Accelerating Electric Machine Analysis with Parallel Processing
Christine Ross with adviser P. T. Krein
Industry and government need more powerful and efficient electric machines. To design them, engineers must improve their computer simulation design tools to allow simulations to be run in real time or faster. Present electric machine simulation methods involving numerical field analysis are computationally intensive, especially when a high degree of simulation accuracy is desired. A standard desktop CPU does not have the computational ability to conduct real-time electric machine simulations. And, based on the current rate of CPU development, it will be decades before real-time simulation is a practical option for desktop computers.
Fortunately, the desktop environment has another computational tool available. Graphic-processing units (GPUs) offer massive parallel computational power. Modern GPUs incorporate hundreds of processing cores and large banks of high bandwidth memory almost equivalent in size to the actual system memory. Computer unified device architecture (CUDA) is NVIDIA’s version of a C-based language for accessing the GPU’s computational abilities, and it is supported on laptops, desktops, and workstations.
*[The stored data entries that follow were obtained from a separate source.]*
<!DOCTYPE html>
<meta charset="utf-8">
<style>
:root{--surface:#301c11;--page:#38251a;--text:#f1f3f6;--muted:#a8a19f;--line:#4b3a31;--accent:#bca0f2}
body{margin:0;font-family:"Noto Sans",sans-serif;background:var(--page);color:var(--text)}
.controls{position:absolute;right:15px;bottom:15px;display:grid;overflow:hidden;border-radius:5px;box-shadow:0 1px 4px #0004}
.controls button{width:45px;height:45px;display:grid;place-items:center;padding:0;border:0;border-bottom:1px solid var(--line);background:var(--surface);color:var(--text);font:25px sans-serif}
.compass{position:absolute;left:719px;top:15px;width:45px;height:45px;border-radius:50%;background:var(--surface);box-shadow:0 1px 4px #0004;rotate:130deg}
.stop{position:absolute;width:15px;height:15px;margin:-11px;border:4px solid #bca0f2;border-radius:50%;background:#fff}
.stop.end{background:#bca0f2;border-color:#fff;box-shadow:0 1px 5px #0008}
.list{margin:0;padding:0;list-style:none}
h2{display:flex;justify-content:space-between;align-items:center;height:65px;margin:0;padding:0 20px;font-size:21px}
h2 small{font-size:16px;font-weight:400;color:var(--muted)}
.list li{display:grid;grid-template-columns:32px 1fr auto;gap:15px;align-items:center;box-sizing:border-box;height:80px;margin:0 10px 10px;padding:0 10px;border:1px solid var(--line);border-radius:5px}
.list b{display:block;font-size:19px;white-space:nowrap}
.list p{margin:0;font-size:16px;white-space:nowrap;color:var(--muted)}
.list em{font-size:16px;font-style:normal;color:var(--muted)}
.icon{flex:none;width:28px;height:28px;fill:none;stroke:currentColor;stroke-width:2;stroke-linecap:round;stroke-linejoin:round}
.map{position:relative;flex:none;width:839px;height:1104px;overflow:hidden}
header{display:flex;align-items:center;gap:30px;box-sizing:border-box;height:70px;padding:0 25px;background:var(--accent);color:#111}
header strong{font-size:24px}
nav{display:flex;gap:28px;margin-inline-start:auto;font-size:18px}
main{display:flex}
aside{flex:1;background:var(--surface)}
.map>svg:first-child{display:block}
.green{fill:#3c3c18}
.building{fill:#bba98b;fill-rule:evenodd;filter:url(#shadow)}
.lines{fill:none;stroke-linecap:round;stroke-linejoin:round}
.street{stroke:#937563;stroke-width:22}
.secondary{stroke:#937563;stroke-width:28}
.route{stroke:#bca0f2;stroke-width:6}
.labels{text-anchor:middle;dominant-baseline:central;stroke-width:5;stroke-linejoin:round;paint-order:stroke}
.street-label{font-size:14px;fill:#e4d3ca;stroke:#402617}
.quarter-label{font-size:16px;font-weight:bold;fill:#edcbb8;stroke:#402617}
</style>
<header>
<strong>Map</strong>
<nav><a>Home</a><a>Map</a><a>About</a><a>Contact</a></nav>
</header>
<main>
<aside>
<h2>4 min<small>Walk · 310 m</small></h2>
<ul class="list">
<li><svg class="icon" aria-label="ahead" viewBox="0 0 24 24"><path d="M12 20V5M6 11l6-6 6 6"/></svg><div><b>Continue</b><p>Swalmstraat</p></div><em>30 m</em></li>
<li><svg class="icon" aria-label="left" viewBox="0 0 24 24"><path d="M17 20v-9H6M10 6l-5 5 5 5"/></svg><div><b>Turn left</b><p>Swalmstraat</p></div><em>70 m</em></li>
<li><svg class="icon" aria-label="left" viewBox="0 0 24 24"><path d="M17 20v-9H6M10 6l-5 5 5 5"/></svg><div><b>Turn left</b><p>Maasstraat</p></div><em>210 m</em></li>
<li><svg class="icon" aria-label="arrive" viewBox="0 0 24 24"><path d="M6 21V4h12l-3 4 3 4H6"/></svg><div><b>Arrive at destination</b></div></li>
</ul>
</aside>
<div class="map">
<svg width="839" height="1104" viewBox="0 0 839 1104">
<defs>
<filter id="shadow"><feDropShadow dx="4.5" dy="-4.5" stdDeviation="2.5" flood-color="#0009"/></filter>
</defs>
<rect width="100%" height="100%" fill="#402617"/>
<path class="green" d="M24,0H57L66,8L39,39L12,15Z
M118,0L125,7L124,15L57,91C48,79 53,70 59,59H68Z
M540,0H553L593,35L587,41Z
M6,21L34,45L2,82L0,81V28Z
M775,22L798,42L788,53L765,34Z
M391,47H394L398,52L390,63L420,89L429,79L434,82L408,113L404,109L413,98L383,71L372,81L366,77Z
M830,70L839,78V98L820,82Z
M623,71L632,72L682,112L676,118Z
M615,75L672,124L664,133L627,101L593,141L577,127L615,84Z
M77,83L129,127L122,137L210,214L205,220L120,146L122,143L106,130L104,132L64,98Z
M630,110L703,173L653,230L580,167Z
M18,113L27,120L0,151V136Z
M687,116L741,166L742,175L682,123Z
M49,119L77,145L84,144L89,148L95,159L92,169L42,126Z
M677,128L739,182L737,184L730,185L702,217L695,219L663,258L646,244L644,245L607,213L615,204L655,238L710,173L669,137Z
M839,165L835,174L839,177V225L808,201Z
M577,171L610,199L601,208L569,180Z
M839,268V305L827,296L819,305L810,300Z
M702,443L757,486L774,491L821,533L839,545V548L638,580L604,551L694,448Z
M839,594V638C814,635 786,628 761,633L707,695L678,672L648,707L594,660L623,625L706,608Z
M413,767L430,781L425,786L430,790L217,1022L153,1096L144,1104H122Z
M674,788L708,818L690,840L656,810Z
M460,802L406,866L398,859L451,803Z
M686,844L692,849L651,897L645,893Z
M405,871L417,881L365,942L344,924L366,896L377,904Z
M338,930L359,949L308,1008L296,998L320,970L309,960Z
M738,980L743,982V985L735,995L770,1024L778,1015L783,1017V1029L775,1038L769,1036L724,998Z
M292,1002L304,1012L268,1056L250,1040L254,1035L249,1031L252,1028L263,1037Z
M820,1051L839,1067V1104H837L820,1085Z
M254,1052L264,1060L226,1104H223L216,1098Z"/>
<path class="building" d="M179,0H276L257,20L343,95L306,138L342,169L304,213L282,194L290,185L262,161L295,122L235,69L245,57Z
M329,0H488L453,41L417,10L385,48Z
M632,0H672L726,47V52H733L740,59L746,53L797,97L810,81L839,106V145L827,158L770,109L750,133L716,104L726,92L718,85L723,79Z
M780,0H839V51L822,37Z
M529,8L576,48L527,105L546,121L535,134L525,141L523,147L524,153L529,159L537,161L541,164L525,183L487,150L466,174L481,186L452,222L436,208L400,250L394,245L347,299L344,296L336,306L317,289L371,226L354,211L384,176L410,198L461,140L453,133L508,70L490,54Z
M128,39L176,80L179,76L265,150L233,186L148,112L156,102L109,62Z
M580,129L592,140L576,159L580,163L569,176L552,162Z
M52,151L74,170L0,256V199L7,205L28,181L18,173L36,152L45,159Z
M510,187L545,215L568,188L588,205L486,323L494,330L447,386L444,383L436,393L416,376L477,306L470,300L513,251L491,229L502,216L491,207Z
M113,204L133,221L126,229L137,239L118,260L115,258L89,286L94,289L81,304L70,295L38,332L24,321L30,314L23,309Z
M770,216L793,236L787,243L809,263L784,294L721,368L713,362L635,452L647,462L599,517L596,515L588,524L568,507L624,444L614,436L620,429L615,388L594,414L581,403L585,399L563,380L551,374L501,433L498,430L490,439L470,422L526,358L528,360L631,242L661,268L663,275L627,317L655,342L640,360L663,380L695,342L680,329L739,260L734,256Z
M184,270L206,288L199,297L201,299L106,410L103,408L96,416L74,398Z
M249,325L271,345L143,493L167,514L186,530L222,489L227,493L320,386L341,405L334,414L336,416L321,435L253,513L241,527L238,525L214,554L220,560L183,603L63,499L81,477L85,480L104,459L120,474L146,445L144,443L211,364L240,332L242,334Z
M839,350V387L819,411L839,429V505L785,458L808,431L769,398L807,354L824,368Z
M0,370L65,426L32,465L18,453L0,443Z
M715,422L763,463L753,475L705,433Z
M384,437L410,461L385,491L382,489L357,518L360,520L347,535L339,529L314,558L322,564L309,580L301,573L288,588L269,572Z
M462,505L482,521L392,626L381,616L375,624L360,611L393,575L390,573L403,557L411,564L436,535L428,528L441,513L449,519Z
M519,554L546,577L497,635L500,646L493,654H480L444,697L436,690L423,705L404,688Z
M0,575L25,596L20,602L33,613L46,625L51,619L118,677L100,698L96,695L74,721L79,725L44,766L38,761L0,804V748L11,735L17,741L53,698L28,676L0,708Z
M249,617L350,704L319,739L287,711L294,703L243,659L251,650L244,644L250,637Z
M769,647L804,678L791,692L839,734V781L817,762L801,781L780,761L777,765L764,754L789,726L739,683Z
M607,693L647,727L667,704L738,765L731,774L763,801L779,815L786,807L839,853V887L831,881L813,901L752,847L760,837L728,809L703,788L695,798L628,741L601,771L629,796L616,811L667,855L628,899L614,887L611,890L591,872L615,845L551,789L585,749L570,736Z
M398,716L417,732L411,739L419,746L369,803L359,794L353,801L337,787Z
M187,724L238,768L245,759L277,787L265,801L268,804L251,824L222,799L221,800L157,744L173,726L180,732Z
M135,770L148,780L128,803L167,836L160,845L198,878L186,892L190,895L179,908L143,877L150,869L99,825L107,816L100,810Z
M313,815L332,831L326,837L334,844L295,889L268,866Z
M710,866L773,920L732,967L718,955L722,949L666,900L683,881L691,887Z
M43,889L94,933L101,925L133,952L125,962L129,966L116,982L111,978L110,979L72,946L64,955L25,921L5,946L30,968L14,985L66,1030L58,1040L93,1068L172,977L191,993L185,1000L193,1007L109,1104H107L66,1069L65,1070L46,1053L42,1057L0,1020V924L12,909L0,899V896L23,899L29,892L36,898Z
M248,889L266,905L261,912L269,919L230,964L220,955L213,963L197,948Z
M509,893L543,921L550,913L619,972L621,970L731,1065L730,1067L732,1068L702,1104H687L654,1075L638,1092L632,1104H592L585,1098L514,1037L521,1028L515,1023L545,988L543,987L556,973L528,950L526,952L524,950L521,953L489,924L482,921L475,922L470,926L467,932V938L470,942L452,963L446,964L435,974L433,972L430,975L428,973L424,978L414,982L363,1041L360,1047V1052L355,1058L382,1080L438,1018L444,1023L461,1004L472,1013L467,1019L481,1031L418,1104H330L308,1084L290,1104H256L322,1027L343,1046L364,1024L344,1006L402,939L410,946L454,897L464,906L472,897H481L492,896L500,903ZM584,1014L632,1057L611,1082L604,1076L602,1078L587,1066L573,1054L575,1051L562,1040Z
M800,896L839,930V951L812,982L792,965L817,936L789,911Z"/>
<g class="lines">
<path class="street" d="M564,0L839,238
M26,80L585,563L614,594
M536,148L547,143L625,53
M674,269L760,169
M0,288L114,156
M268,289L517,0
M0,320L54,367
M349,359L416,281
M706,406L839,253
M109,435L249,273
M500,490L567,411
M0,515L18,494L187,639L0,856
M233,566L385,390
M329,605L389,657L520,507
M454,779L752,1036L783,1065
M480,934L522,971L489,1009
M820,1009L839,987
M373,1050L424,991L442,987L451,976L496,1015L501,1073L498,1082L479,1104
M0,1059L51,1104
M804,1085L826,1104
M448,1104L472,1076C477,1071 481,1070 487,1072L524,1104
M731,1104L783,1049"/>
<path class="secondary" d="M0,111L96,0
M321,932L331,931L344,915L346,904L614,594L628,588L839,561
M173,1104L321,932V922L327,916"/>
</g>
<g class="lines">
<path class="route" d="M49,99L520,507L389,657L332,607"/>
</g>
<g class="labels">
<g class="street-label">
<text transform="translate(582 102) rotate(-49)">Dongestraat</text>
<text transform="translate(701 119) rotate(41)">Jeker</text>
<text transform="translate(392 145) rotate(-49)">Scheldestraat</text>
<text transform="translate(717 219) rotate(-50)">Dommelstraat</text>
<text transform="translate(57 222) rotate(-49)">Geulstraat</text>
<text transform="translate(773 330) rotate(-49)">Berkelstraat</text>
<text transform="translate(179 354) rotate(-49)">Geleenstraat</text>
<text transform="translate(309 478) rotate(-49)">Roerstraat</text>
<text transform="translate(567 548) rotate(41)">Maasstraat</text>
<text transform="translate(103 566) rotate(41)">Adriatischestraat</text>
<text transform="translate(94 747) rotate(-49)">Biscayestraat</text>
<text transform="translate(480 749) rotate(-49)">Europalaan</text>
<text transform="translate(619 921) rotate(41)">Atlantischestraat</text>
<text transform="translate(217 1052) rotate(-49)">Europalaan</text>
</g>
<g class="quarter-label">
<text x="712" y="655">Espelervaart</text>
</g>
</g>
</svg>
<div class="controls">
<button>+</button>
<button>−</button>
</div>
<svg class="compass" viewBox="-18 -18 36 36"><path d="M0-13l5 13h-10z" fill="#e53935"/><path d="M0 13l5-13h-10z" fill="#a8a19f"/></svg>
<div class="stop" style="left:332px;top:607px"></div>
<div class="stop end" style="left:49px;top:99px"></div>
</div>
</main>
MATLAB MEX files provide the ability to connect MATLAB code to a GPU kernel written using CUDA. These files allow a MATLAB program to use the computational power of GPUs.
The goal is to explore the acceleration potential of electric machine numerical field analysis by incorporating GPUs. Currently, a MATLAB finite element (FE) analysis simulation of an induction machine is being developed with the intent to port the computationally intensive aspects of the program to CUDA-based routines. This research is focused on a three-dimensional, FE induction machine simulation including modeling nonlinear magnetic material. Figure 28 shows the magnetic flux density solution for a two-dimensional, MATLAB FE simulation including modeling nonlinear magnetic material of an induction machine cross-section.
This research is funded by the Grainger Center for Electric Machinery and Electromechanics.